Protestas laborales en bbva technology: un pulso entre beneficios y salarios
Recientemente, el sindicato Comisiones Obreras (CCOO) ha anunciado una huelga en bbva technology, programada para los días 19 y 20 de marzo. Este movimiento surge como respuesta a la congelación salarial que afecta a un considerable porcentaje de la plantilla, a pesar de que la entidad ha cerrado el año 2025 con beneficios récord de 10.511 millones de euros. ¿Cómo es posible que una empresa con tales resultados ignore las necesidades de sus trabajadores?
Contexto actual: beneficios y congelación salarial
Según los últimos datos, cerca de 3.700 empleados de bbva technology se verán involucrados en esta protesta. CCOO ha señalado que alrededor del 50% de la plantilla tiene su salario congelado, y que se estima que el 90% de los trabajadores no verá una actualización en su retribución durante el presente año. La pérdida de poder adquisitivo, especialmente para aquellos que no han visto un aumento desde 2020, supera el 20%. ¿Es justo que mientras la empresa navega en mares de ganancias, sus empleados se queden sin el reconocimiento económico que merecen?
Las demandas de los trabajadores
El sindicato no se queda de brazos cruzados. Exigen un incremento salarial del 10% para el trienio 2025-2027, que se repartiría en un 4% para 2025, un 3% para 2026 y otro 3% para 2027. Además, piden la activación de una cláusula de revisión salarial que permita ajustar los ingresos si el IPC acumulado supera el 10%. Esto es fundamental para garantizar que los salarios se mantengan en línea con el costo de vida. ¿Acaso no debería ser una prioridad para cualquier empresa cuidar el bienestar de su plantilla?

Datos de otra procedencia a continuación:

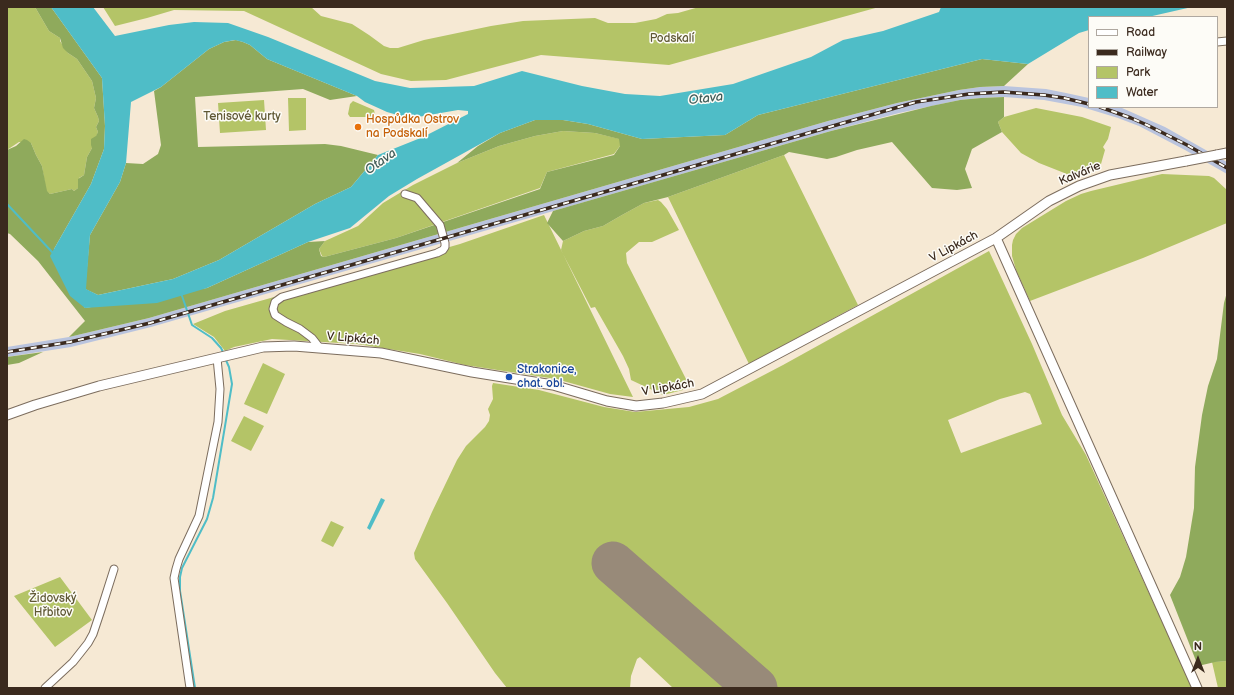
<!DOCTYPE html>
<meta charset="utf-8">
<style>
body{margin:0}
#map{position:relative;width:1234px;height:695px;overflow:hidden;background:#f6e9d4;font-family:"Balsamiq Sans",sans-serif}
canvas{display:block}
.frame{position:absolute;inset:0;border:8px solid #3b2a1e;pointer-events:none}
.legend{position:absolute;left:1088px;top:16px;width:130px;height:92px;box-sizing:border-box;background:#fdfcf7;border:1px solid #afa8a0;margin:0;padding:5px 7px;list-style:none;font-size:12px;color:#3b2a1e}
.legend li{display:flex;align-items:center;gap:8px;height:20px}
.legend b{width:20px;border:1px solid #afa8a0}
.north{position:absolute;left:1178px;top:639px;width:40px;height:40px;-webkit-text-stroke:3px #fdfcf7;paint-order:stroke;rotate:0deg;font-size:11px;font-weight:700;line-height:16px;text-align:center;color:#3b2a1e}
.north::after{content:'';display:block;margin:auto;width:14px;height:18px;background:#3b2a1e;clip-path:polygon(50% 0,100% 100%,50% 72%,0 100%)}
</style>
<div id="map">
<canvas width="1234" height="695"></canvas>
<div class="frame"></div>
<ul class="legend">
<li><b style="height:5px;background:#fff"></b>Road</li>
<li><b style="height:5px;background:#3b2a1e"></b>Railway</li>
<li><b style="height:11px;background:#b4c467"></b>Park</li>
<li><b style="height:11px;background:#4fbdc7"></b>Water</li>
</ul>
<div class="north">N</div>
</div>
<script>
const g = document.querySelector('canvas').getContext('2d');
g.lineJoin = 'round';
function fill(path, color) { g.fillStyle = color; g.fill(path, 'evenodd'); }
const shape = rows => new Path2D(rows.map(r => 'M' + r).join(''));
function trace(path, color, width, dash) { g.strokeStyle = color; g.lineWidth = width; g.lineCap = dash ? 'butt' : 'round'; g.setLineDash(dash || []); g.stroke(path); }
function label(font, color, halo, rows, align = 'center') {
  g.font = font + ' "Balsamiq Sans",sans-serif'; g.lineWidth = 3; g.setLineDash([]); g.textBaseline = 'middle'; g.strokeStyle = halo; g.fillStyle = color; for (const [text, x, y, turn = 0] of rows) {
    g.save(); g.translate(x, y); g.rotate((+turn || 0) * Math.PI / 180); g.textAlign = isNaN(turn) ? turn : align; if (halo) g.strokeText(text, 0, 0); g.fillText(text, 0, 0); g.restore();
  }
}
fill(shape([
 [1004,86,1046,89,1066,93,1089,98,1089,107,1118,107,1122,108,1165,127,1227,162,1227,174,1185,150,1139,126,1118,118,1082,107,1044,100,1004,97,981,98,960,100,899,113,831,131,151,327,71,347,7,357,7,347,69,337,149,318,828,121,897,103,959,90,980,87]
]), '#bac4de');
fill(shape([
 [7,7,35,7,49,31,60,38,60,41,68,53,77,59,92,81,96,98,94,108,98,117,99,121,96,127,98,132,92,148,87,157,84,175,79,178,78,188,74,191,72,189,50,194,46,191,42,166,36,155,31,143,19,142,7,150],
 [103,7,311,7,321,16,352,24,369,35,384,46,390,48,398,48,424,40,491,26,523,21,595,18,608,23,635,23,656,19,667,14,678,13,699,7,879,7,669,65,541,55,446,80,411,81,381,74,244,11,174,10,147,18,115,26],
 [288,98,306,98,306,130,289,131],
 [264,100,266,130,220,133,218,103],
 [353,101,374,110,375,115,372,117,350,117,348,114,350,104],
 [1036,108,1082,117,1111,127,1108,139,1103,147,1105,150,1101,164,1077,178,1039,163,1021,153,1002,132,998,122,1004,117],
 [563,131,595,133,620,139,620,146,614,154,547,172,540,188,396,238,324,257,322,256,319,249,325,241,358,226,383,203,413,185,457,163,499,146,535,136],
 [784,155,858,305,749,364,668,197],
 [1162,174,1209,176,1214,178,1227,190,1227,223,1143,258,1030,301,1016,270,1012,256,1012,245,1013,240,1016,234,1022,228,1066,201,1081,194,1091,191],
 [658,200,661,202,667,209,679,230,652,242,639,242,626,253,627,263,686,379,683,390,663,395,631,380,629,369,623,356,595,307,591,308,561,250,563,241,584,231,603,226,622,215,644,203],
 [544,215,633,397,610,394,556,379,465,365,420,354,357,344,272,339,234,347,225,351,214,337,193,324,225,311,460,244],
 [989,251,1032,344,1062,415,1086,455,1164,626,1192,688,673,688,640,657,637,659,631,676,630,688,507,688,495,673,447,603,415,559,414,553,432,512,457,460,466,446,485,427,489,421,490,415,488,409,493,399,492,386,493,383,539,390,604,407,635,412,689,407,718,399,783,365],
 [1025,392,1030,394,1042,424,961,453,948,420,1000,399],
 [263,363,285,374,267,414,244,404],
 [244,416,264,426,251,451,231,441],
 [331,521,344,527,333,547,321,541],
 [60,577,92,620,55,647,14,596],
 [1227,661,1227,688,1218,688,1212,662]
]), '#b4c467');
fill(shape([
 [35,7,51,7,102,78,105,126,104,149,91,184,54,249,85,308,207,288,308,242,325,241,319,249,321,256,324,257,396,238,540,189,547,172,614,155,620,146,619,139,595,133,563,131,535,136,499,146,457,163,478,146,500,133,535,120,563,120,588,124,642,139,725,135,758,115,982,59,1028,64,1004,86,980,87,959,90,897,103,828,121,149,318,69,337,85,321,38,261,10,234,7,233,7,150,16,146,24,139,27,140,31,143,36,155,42,166,47,191,50,194,72,189,74,191,78,188,78,179,84,175,87,157,92,148,91,145,91,139,96,136,98,132,96,127,99,121,98,117,94,108,96,98,92,81,77,59,68,53,63,48,60,38,49,31],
 [236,40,243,42,250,45,267,59,357,96,330,100,303,89,195,97,198,147,325,144,341,146,378,155,351,187,315,204,219,260,173,279,98,295,85,289,90,235,120,182,126,163,143,164,158,154,161,145,154,91,161,87,209,49,224,42],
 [1004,97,1004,117,998,122,1002,132,972,149,965,169,972,188,957,190,932,188,892,142,857,150,836,157,827,159,789,152,784,155,668,197,644,203,622,215,603,226,584,231,563,241,547,223,553,211,831,131,931,106,960,100,981,98],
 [1227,292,1227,661,1215,662,1198,666,1170,595,1180,577,1186,557,1194,508,1195,467,1202,415,1208,386,1217,359,1224,303],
 [43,352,19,363,7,365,7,357]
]), '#8faa5c');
fill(shape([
 [51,7,93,7,115,36,169,25,194,22,228,23,268,37,375,81,410,88,474,86,522,71,582,86,625,94,660,96,733,84,811,57,843,40,883,31,939,12,941,7,1192,7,1148,17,1089,17,1089,30,1079,33,1028,64,982,59,758,115,725,135,642,139,588,124,563,120,535,120,500,133,417,179,389,196,350,228,308,242,207,288,157,303,85,308,70,296,50,256,91,184,104,149,105,126,102,78],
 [235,40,243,42,250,45,267,59,357,96,365,102,387,112,401,116,418,117,458,110,468,111,468,114,423,137,378,155,351,187,315,204,219,260,173,279,98,295,86,289,90,235,120,182,126,163,131,102,161,87,209,49,224,42],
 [381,498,385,500,370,530,367,528]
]), '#4fbdc7');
trace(shape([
 [7,204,53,253],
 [181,293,192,325,212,338,221,348,224,354],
 [195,688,180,591,180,577,182,568,207,519,213,498,232,384,229,367,225,358]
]), '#4fbdc7', 2);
trace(shape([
 [613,563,756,688]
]), '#988a79', 43);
const minor = shape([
 [1217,42,1227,41],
 [319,347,312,338,300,329,286,322,275,315,273,309,275,302,282,297,437,253,443,250,445,247,445,243,440,225,417,198,405,194],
 [45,688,73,662,88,643,93,634,101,610,114,569],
 [190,688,174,578,176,569,179,559,199,516,218,422,220,389,217,358]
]);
const tertiary = shape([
 [1217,155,1227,153],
 [996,238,1197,688],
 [7,415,35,405,99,386,263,347,294,346,381,353,472,372,553,385,607,401,636,406,663,403,702,394,996,238,1049,201,1079,186,1110,175,1186,161]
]);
trace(minor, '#7c6d5e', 9);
trace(tertiary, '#7c6d5e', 11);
trace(minor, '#fff', 7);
trace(tertiary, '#fff', 9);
const rail = shape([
 [1100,107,1131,118,1147,125,1187,145,1227,168],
 [7,352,70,342,150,323,916,102,969,94,1003,92,1044,95,1064,98,1089,104]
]);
trace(rail, '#3b2a1e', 3.5);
trace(rail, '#fdfcf7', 2, [6]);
const tertiaryBridge = shape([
 [1186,161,1217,155]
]);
trace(tertiaryBridge, '#7c6d5e', 11, []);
trace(tertiaryBridge, '#fff', 9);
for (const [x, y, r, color] of [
 [358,127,4,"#e8710a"],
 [509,377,4,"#1a4fb4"]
]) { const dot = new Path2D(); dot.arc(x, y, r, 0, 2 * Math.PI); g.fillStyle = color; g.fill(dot); trace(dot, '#fdfcf7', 1.5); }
label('12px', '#5f5834', '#fdfcf7', [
 ["Podskalí",672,39],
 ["Tenisové kurty",242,117],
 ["Židovský",53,599],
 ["Hřbitov",53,613]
]);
label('12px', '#c56008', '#fdfcf7', [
 ["Hospůdka Ostrov",366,120],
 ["na Podskalí",366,134]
], 'left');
label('12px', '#3b2a1e', '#fdfcf7', [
 ["Kalvárie",1080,174,-23],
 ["V Lipkách",954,247,-28],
 ["V Lipkách",353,339,5],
 ["V Lipkách",668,388,-10]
]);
label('12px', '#164399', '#fdfcf7', [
 ["Strakonice,",517,370],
 ["chat. obl.",517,384]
], 'left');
label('italic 13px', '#425d59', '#fdfcf7', [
 ["Otava",706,99,-7],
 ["Otava",381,162,-35]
]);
</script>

Movilizaciones en varias ciudades
Para visibilizar su descontento, CCOO ha programado una serie de movilizaciones que se llevarán a cabo en diversas ciudades. En Madrid, la protesta está fijada para el 19 de marzo a las 12:00 horas frente a la sede de la Fundación bbva. Simultáneamente, en Barcelona, los trabajadores se concentrarán en la Plaza Antoni Maura. Y el 20 de marzo, Bilbao será el escenario de otra manifestación coincidiendo con la junta general de accionistas. Todo esto pone de manifiesto la determinación de los trabajadores por hacer oír su voz. ¿No es admirable que se unan para luchar por sus derechos?
Un futuro incierto y la disposición al diálogo
A pesar de la tensión en el ambiente, CCOO ha manifestado su disposición al diálogo con la dirección de la empresa. Sin embargo, dejan claro que no están dispuestos a renunciar a la defensa de su poder adquisitivo. En un mundo donde las empresas parecen priorizar las ganancias sobre el bienestar de sus empleados, esta postura es más relevante que nunca. ¿Qué futuro les espera a aquellos que dedican su esfuerzo y talento a una empresa que parece olvidar sus necesidades?